Mountainous terrain is complex given the variety of slope angles and orientations, surface types, valley widths and curvatures. Atmospheric circulations over this intricate geometry arise from synoptic and/or thermally-driven pressure gradients, resulting in inherently complex motions with a wide range of spatial and temporal scales. Although recent years have seen sustained efforts to improve the predictability of flows over complex terrain, several scientific questions remain unsolved.
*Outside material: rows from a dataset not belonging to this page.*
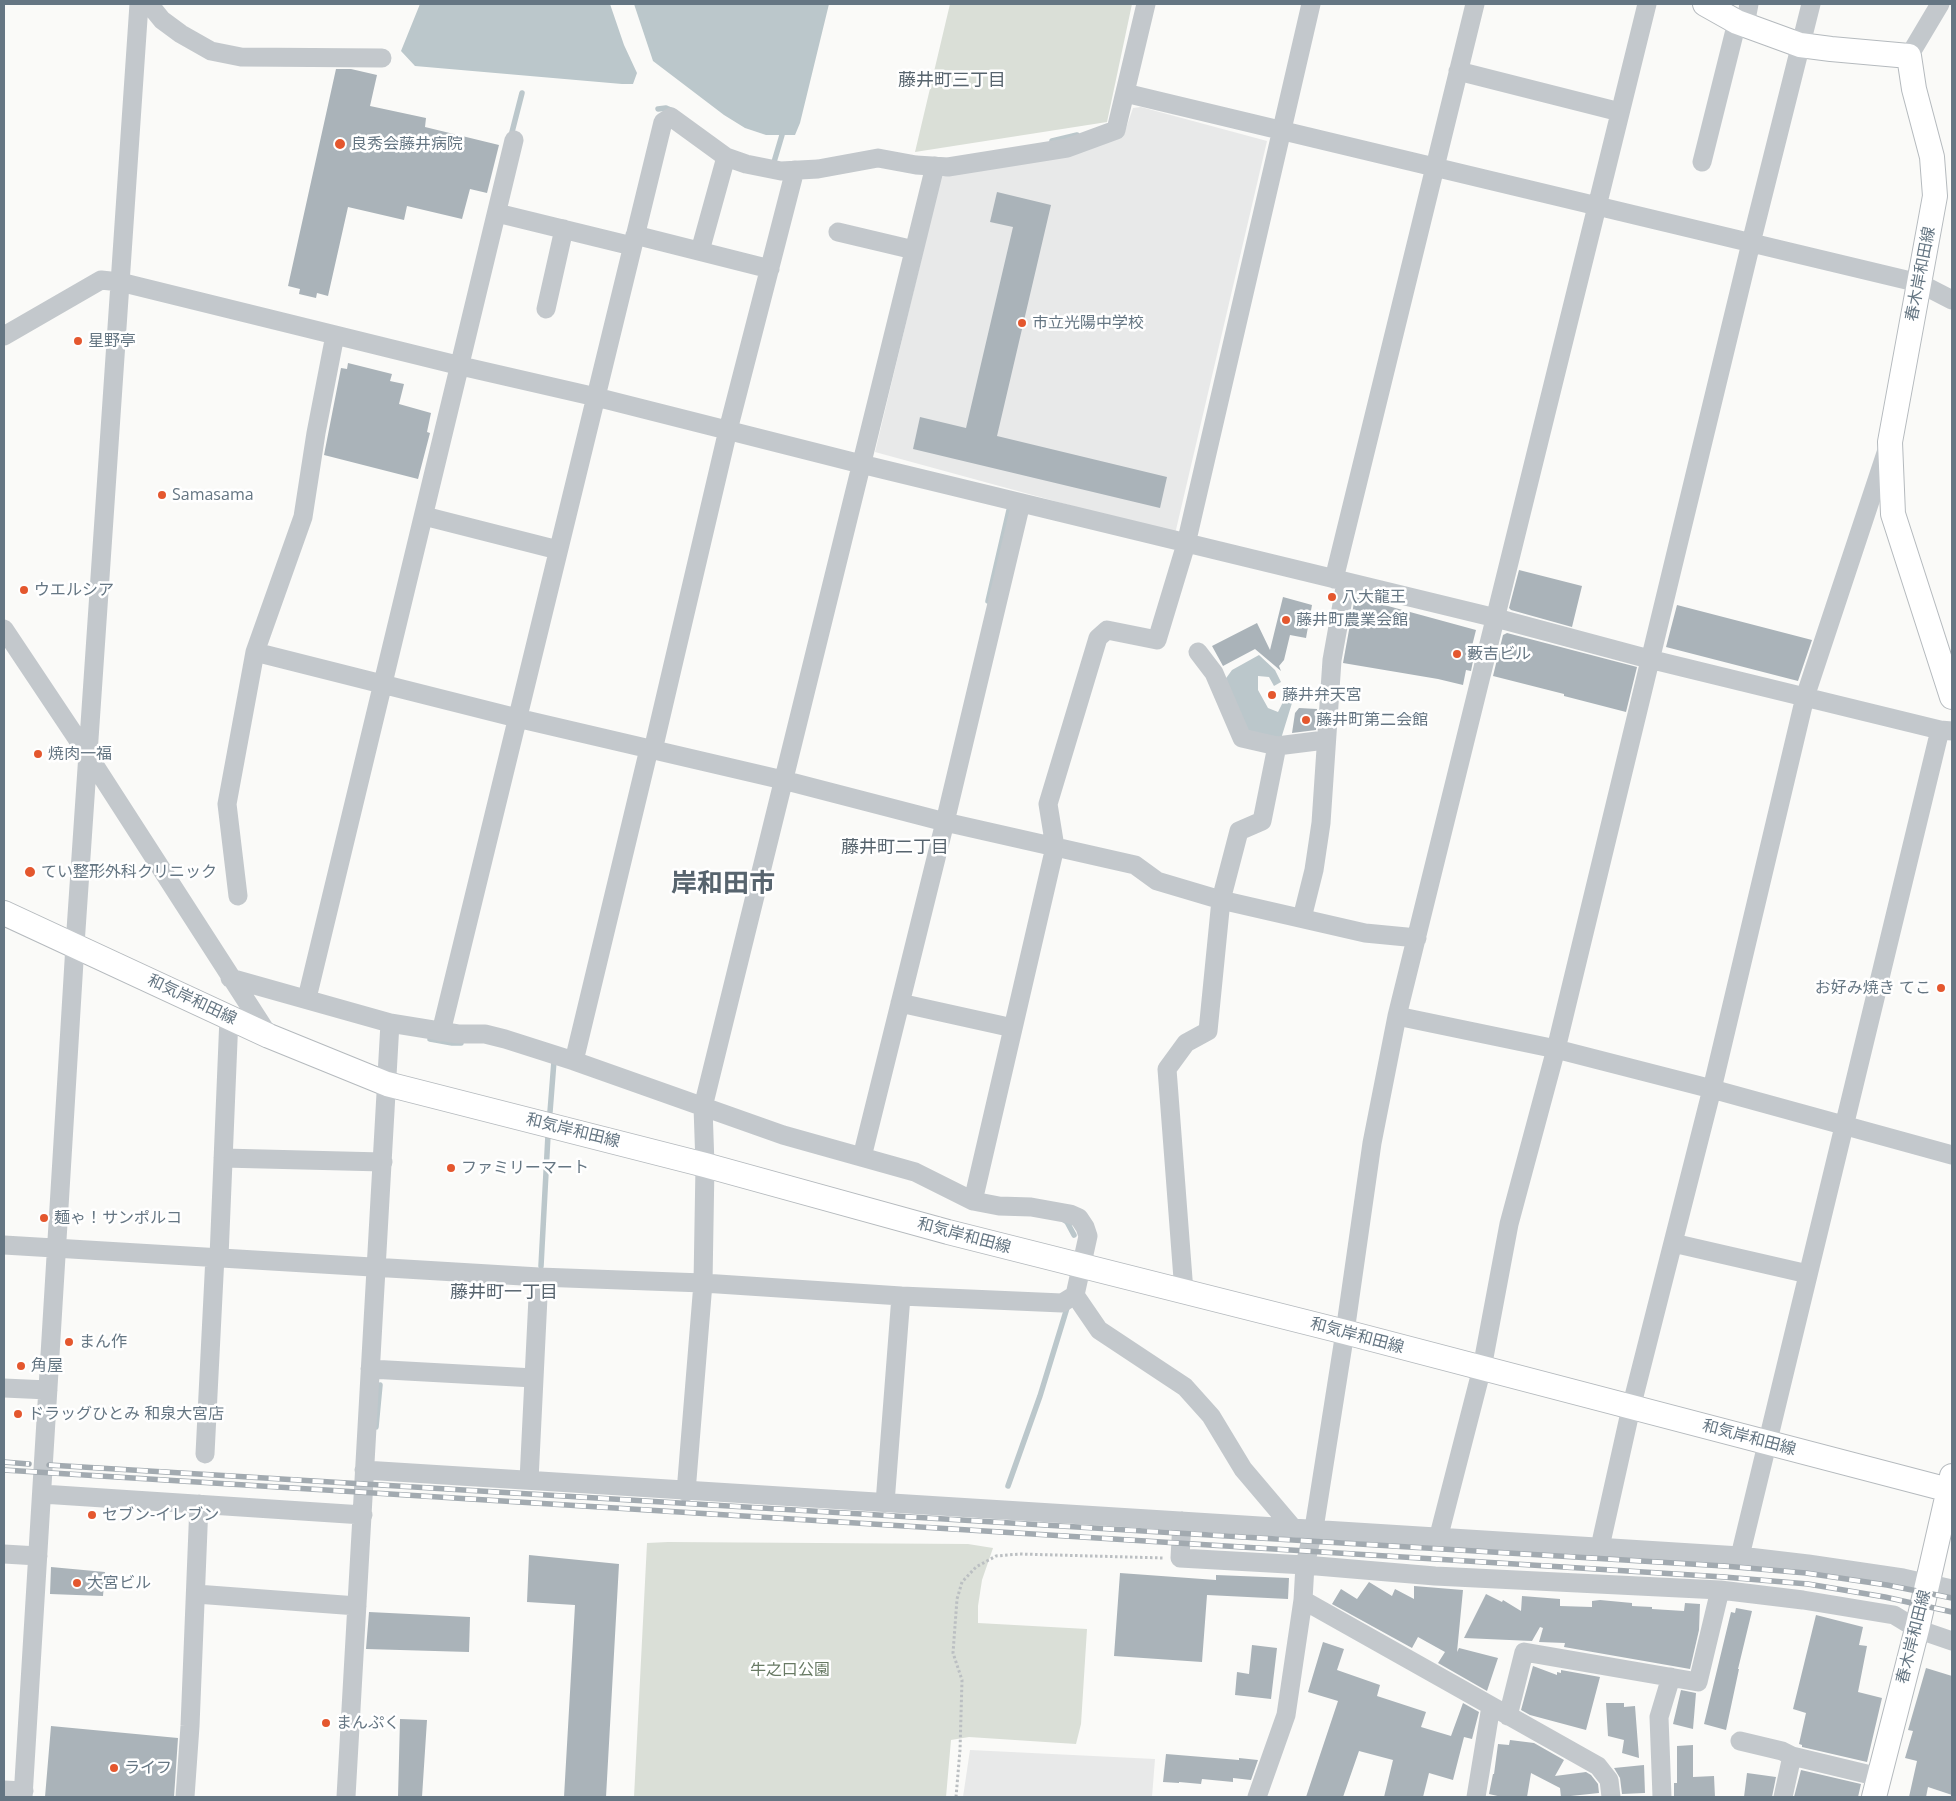 <!DOCTYPE html>
<html>
<head>
<meta charset="utf-8">
<style>
  body { margin:0 }
  #map { position:relative; width:1956px; height:1801px; overflow:hidden; background:#fafaf8; font-family:"Open Sans",sans-serif }
  canvas { display:block }
  .frame { position:absolute; inset:0; border:5px solid #657683; pointer-events:none }
</style>
</head>
<body>
<div id="map">
<canvas width="1956" height="1801"></canvas>
<div class="frame"></div>
</div>
<script>
const g = document.querySelector('canvas').getContext('2d');
g.lineJoin = 'round';
function paint(path, color) {
  g.fillStyle = color;
  g.fill(path, 'evenodd');
}
function toPath(rows) {
  const path = new Path2D();
  for (const r of rows) {
    path.moveTo(r[0], r[1]);
    for (let i = 2; i < r.length; i += 2) path.lineTo(r[i], r[i + 1]);
  }
  return path;
}
function trace(path, color, width, dash) {
  g.strokeStyle = color;
  g.lineWidth = width;
  g.lineCap = dash ? 'butt' : 'round';
  g.setLineDash(dash || []);
  g.stroke(path);
}
function drawText(font, color, halo, rows, align = 'center') {
  g.font = font + ' "Open Sans","Noto Sans JP",sans-serif';
  g.lineWidth = 5;
  g.setLineDash([]);
  g.textBaseline = 'middle';
  g.strokeStyle = halo;
  g.fillStyle = color;
  for (const [text, x, y, turn = 0] of rows) {
    g.save();
    g.translate(x, y);
    g.rotate((+turn || 0) * Math.PI / 180);
    g.textAlign = isNaN(turn) ? turn : align;
    if (halo) g.strokeText(text, 0, 0);
    g.fillText(text, 0, 0);
    g.restore();
  }
}
paint(toPath([
  [1141,107,1267,141,1175,534,875,452,941,177,1123,137,1133,108],
  [970,1750,1155,1759,1152,1797,963,1797]
]), '#e8e9e9');
paint(toPath([
  [950,4,1132,4,1107,122,915,152],
  [668,1542,968,1544,993,1548,982,1580,978,1606,978,1623,1087,1629,1081,1724,1076,1744,969,1737,951,1740,946,1797,634,1797,647,1543]
]), '#dadfd7');
paint(toPath([
  [420,4,610,4,624,45,637,73,633,84,622,84,415,66,401,51],
  [634,4,829,4,800,123,795,135,766,135,745,128,724,115,653,61],
  [1259,655,1275,670,1281,682,1274,686,1269,677,1258,676,1258,690,1268,708,1278,712,1283,702,1281,697,1287,694,1292,703,1280,742,1244,731,1224,681,1232,670]
]), '#bbc7cb');
trace(toPath([
  [658,109,666,108,673,111],
  [512,132,522,93],
  [1052,141,1077,135],
  [774,162,782,135],
  [988,601,1009,510],
  [430,1039,452,1043,461,1043],
  [550,1112,554,1061],
  [1064,1220,1067,1222,1074,1235],
  [541,1266,548,1135],
  [376,1427,380,1385],
  [1008,1486,1040,1396,1067,1308]
]), '#bbc7cb', 5.5);
paint(toPath([
  [336,69,351,69,377,75,370,106,426,118,425,127,499,145,487,193,470,189,462,219,407,206,404,220,348,207,328,296,317,293,316,298,299,294,300,289,288,286],
  [997,192,1051,205,997,436,1167,477,1160,508,913,449,920,417,966,428,1013,227,990,222],
  [348,363,392,374,390,381,404,384,399,404,431,413,427,432,430,433,418,479,324,455,341,368,347,369],
  [1519,570,1582,586,1572,627,1511,610,1509,608],
  [1283,597,1312,605,1306,638,1290,635,1284,660,1279,666,1281,671,1255,649,1223,666,1212,646,1257,623,1270,650],
  [1355,597,1476,630,1470,654,1475,651,1471,671,1466,670,1463,685,1438,679,1343,663],
  [1677,605,1812,640,1798,681,1666,647],
  [1507,633,1637,667,1626,712,1564,696,1564,694,1493,676,1503,635],
  [1299,708,1317,709,1316,730,1292,733,1295,713],
  [529,1555,619,1564,606,1797,564,1797,575,1605,527,1602],
  [51,1567,105,1572,103,1596,50,1594],
  [1120,1573,1216,1580,1216,1575,1289,1578,1288,1599,1207,1595,1202,1662,1114,1656],
  [1369,1582,1392,1596,1395,1589,1414,1599,1414,1586,1463,1590,1457,1652,1459,1648,1498,1658,1487,1691,1438,1663,1445,1652,1418,1637,1412,1648,1332,1604,1341,1589,1357,1599],
  [1486,1594,1502,1602,1503,1600,1521,1611,1522,1596,1560,1599,1560,1606,1592,1607,1592,1601,1600,1600,1632,1603,1632,1606,1652,1607,1652,1609,1684,1611,1685,1603,1700,1604,1699,1630,1690,1669,1564,1647,1565,1643,1539,1642,1543,1628,1540,1627,1532,1641,1464,1638],
  [1736,1608,1752,1611,1738,1669,1739,1669,1726,1730,1704,1724,1731,1612,1735,1613],
  [369,1612,470,1617,469,1652,366,1649],
  [1816,1615,1863,1627,1859,1645,1867,1646,1858,1692,1882,1698,1867,1762,1802,1747,1802,1745,1799,1744,1806,1713,1793,1709],
  [1323,1642,1344,1649,1337,1670,1380,1685,1377,1696,1426,1712,1421,1727,1451,1736,1463,1703,1479,1712,1472,1739,1464,1737,1453,1780,1429,1773,1423,1797,1384,1797,1393,1760,1359,1751,1343,1797,1306,1797,1338,1701,1308,1692],
  [1252,1645,1277,1648,1271,1699,1235,1695,1237,1672,1249,1674],
  [1533,1666,1557,1675,1557,1672,1561,1673,1561,1670,1600,1677,1586,1730,1530,1715,1521,1710],
  [1926,1668,1952,1676,1952,1795,1928,1787,1926,1797,1909,1797,1917,1761,1905,1758,1913,1731,1908,1730],
  [1681,1690,1696,1693,1693,1729,1673,1724],
  [1606,1703,1624,1703,1624,1707,1635,1706,1639,1758,1622,1753,1624,1740,1608,1736],
  [400,1719,427,1720,422,1797,398,1797],
  [51,1726,178,1738,174,1797,45,1797],
  [1510,1740,1534,1743,1564,1760,1555,1776,1586,1772,1591,1775,1598,1784,1599,1793,1561,1797,1560,1788,1531,1773,1527,1797,1502,1797,1489,1794,1493,1774,1494,1774,1498,1744,1509,1745],
  [1693,1745,1693,1777,1714,1776,1715,1797,1674,1797,1674,1783,1677,1783,1677,1746],
  [1166,1754,1239,1760,1239,1758,1258,1760,1251,1780,1233,1778,1233,1782,1202,1779,1201,1784,1179,1782,1179,1783,1163,1782],
  [1644,1765,1645,1793,1622,1794,1620,1778,1614,1768],
  [1801,1770,1861,1784,1858,1797,1794,1797],
  [1747,1773,1776,1777,1772,1797,1744,1797]
]), '#aab3b9');
const major = toPath([
  [1705,4,1737,22,1800,45,1831,49,1909,56,1914,89,1932,157,1935,196,1890,442,1893,514,1952,697],
  [4,913,269,1036,387,1084,705,1165,948,1232,1345,1332,1949,1490],
  [1874,1797,1917,1629,1952,1476]
]);
trace(major, '#b5babe', 26);
trace(toPath([
  [1306,622,1320,625],
  [956,1797,960,1750,962,1680,953,1653,957,1599,962,1582,976,1567,996,1556,1020,1554,1164,1558]
]), '#bbbfc2', 3, [2.5, 2.5]);
trace(toPath([
  [149,4,162,20,181,34,211,51,241,57,382,58],
  [1745,25,1749,4],
  [1909,56,1940,4],
  [1458,71,1620,112],
  [1125,93,1919,283,1952,300],
  [1702,162,1737,22],
  [497,213,632,246],
  [838,232,914,250],
  [635,235,770,269],
  [700,251,726,157],
  [546,309,564,229],
  [4,336,101,280,120,282,461,366,596,397,861,464,1496,618,1649,659,1940,730,1952,731],
  [424,516,558,550],
  [1334,579,1475,4],
  [4,629,88,755,269,1036],
  [255,652,517,718,783,780,945,822,1135,865,1157,881,1221,900,1365,933,1417,938],
  [1198,652,1214,673,1242,738,1277,746],
  [653,750,728,430,795,170],
  [238,896,227,804,255,652,303,517,316,433,335,335],
  [1302,918,1314,870,1321,823,1332,660,1346,582],
  [230,978,390,1023,458,1034,485,1034,505,1039,574,1061,783,1135,915,1172,973,1201,999,1206,1031,1207,1070,1214,1079,1218,1085,1227,1088,1236,1075,1295,1099,1330,1185,1387,1211,1416,1243,1469,1293,1528],
  [307,998,514,140],
  [900,1003,1013,1028],
  [1397,1016,1556,1049,1712,1089,1952,1155],
  [441,1032,663,122,671,117,726,157,746,164,781,171,818,169,878,158,916,165,948,167,1067,148,1116,130,1146,4],
  [574,1061,649,749],
  [862,1157,945,822,1021,503],
  [223,1158,383,1162],
  [973,1201,1055,847,1048,804,1098,638,1107,630,1157,640,1186,544,1311,4],
  [1673,1243,1808,1274],
  [4,1245,539,1277,703,1283,901,1296,1062,1303,1075,1295],
  [219,1257,229,1017],
  [1184,1292,1167,1069,1186,1043,1208,1031,1221,900,1239,831,1262,821,1277,746,1325,740],
  [370,1369,534,1378],
  [4,1388,48,1390],
  [205,1454,215,1256],
  [364,1470,1740,1556,1808,1564,1903,1578,1952,1589],
  [529,1480,539,1277],
  [686,1492,703,1283,705,1165,703,1107,935,166],
  [42,1494,363,1515],
  [885,1503,901,1296],
  [1182,1521,1180,1558,1305,1565,1435,1576,1720,1590,1803,1600,1894,1615,1917,1629,1952,1641],
  [1438,1539,1482,1368,1509,1224,1556,1049,1751,243,1811,4],
  [1600,1547,1631,1408,1712,1089,1805,697,1887,450],
  [4,1554,38,1556],
  [1740,1556,1940,730],
  [196,1594,357,1606],
  [1303,1600,1598,1766,1609,1780,1611,1797],
  [1508,1716,1524,1652,1698,1682,1720,1590],
  [1740,1741,1782,1751,1792,1756,1879,1777],
  [4,1790,24,1791],
  [23,1797,75,945,139,4],
  [185,1797,190,1726,199,1504],
  [346,1797,390,1023],
  [1257,1797,1286,1715,1303,1600,1305,1565,1315,1522,1345,1332,1372,1143,1397,1016,1647,4],
  [1476,1797,1491,1706],
  [1662,1797,1659,1717,1671,1677],
  [1783,1797,1792,1756]
]), '#c3c8cc', 19);
trace(major, '#fff', 24);
const rail = toPath([
  [4,1462,29,1464],
  [49,1465,1724,1566,1806,1573,1887,1585,1952,1598],
  [4,1470,1724,1577,1808,1584,1885,1597,1952,1612]
]);
trace(rail, '#a2aab0', 5.5);
trace(rail, '#fff', 4, [11]);
for (const [x, y, r, color] of [
  [340,144,6,"#e4572e"],
  [1022,323,5,"#e4572e"],
  [78,341,5,"#e4572e"],
  [162,495,5,"#e4572e"],
  [24,590,5,"#e4572e"],
  [1332,597,5,"#e4572e"],
  [1286,620,5,"#e4572e"],
  [1457,654,5,"#e4572e"],
  [1272,695,5,"#e4572e"],
  [1306,720,5,"#e4572e"],
  [38,754,5,"#e4572e"],
  [30,872,6,"#e4572e"],
  [1941,988,5,"#e4572e"],
  [451,1168,5,"#e4572e"],
  [44,1218,5,"#e4572e"],
  [69,1342,5,"#e4572e"],
  [21,1366,5,"#e4572e"],
  [18,1414,5,"#e4572e"],
  [92,1515,5,"#e4572e"],
  [77,1583,5,"#e4572e"],
  [326,1723,5,"#e4572e"],
  [114,1768,5,"#e4572e"]
]) {
  const dot = new Path2D();
  dot.arc(x, y, r, 0, 2 * Math.PI);
  g.fillStyle = color;
  g.fill(dot);
  trace(dot, '#fff', 2);
}
drawText('16px', '#657683', '#fff', [
  ["良秀会藤井病院",351,144],
  ["市立光陽中学校",1032,323],
  ["星野亭",88,341],
  ["Samasama",172,495],
  ["ウエルシア",34,590],
  ["八大龍王",1342,597],
  ["藤井町農業会館",1296,620],
  ["藪吉ビル",1467,654],
  ["藤井弁天宮",1282,695],
  ["藤井町第二会館",1316,720],
  ["焼肉一福",48,754],
  ["てい整形外科クリニック",41,872],
  ["お好み焼き てこ",1931,988,"right"],
  ["ファミリーマート",461,1168],
  ["麺ゃ！サンポルコ",54,1218],
  ["まん作",79,1342],
  ["角屋",31,1366],
  ["ドラッグひとみ 和泉大宮店",28,1414],
  ["セブン-イレブン",102,1515],
  ["大宮ビル",87,1583],
  ["まんぷく",336,1723],
  ["ライフ",124,1768]
], 'left');
drawText('16px', '#657683', '#fff', [
  ["春木岸和田線",1921,274,-79],
  ["和気岸和田線",192,1000,25],
  ["和気岸和田線",573,1131,14],
  ["和気岸和田線",964,1236,15],
  ["和気岸和田線",1357,1336,15],
  ["和気岸和田線",1749,1438,15],
  ["春木岸和田線",1914,1637,-76]
]);
drawText('16px', '#687a64', '#fff', [
  ["牛之口公園",790,1670]
]);
drawText('18px', '#57646e', '#fff', [
  ["藤井町三丁目",952,81],
  ["藤井町二丁目",895,848],
  ["藤井町一丁目",504,1293]
]);
drawText('bold 26px', '#57646e', '#fff', [
  ["岸和田市",723,885]
]);
</script>
</body>
</html>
This session focuses on microscale and mesoscale atmospheric phenomena taking place in the atmospheric boundary layer over mountainous terrain. We seek original contributions spanning from theoretical, observational and modeling studies that are related to mountain meteorology. Topics of interest emerging from synergetic fields are also welcomed, including data assimilation, wind energy, hydrology, air quality, fog formation, fire weather, and snow transport.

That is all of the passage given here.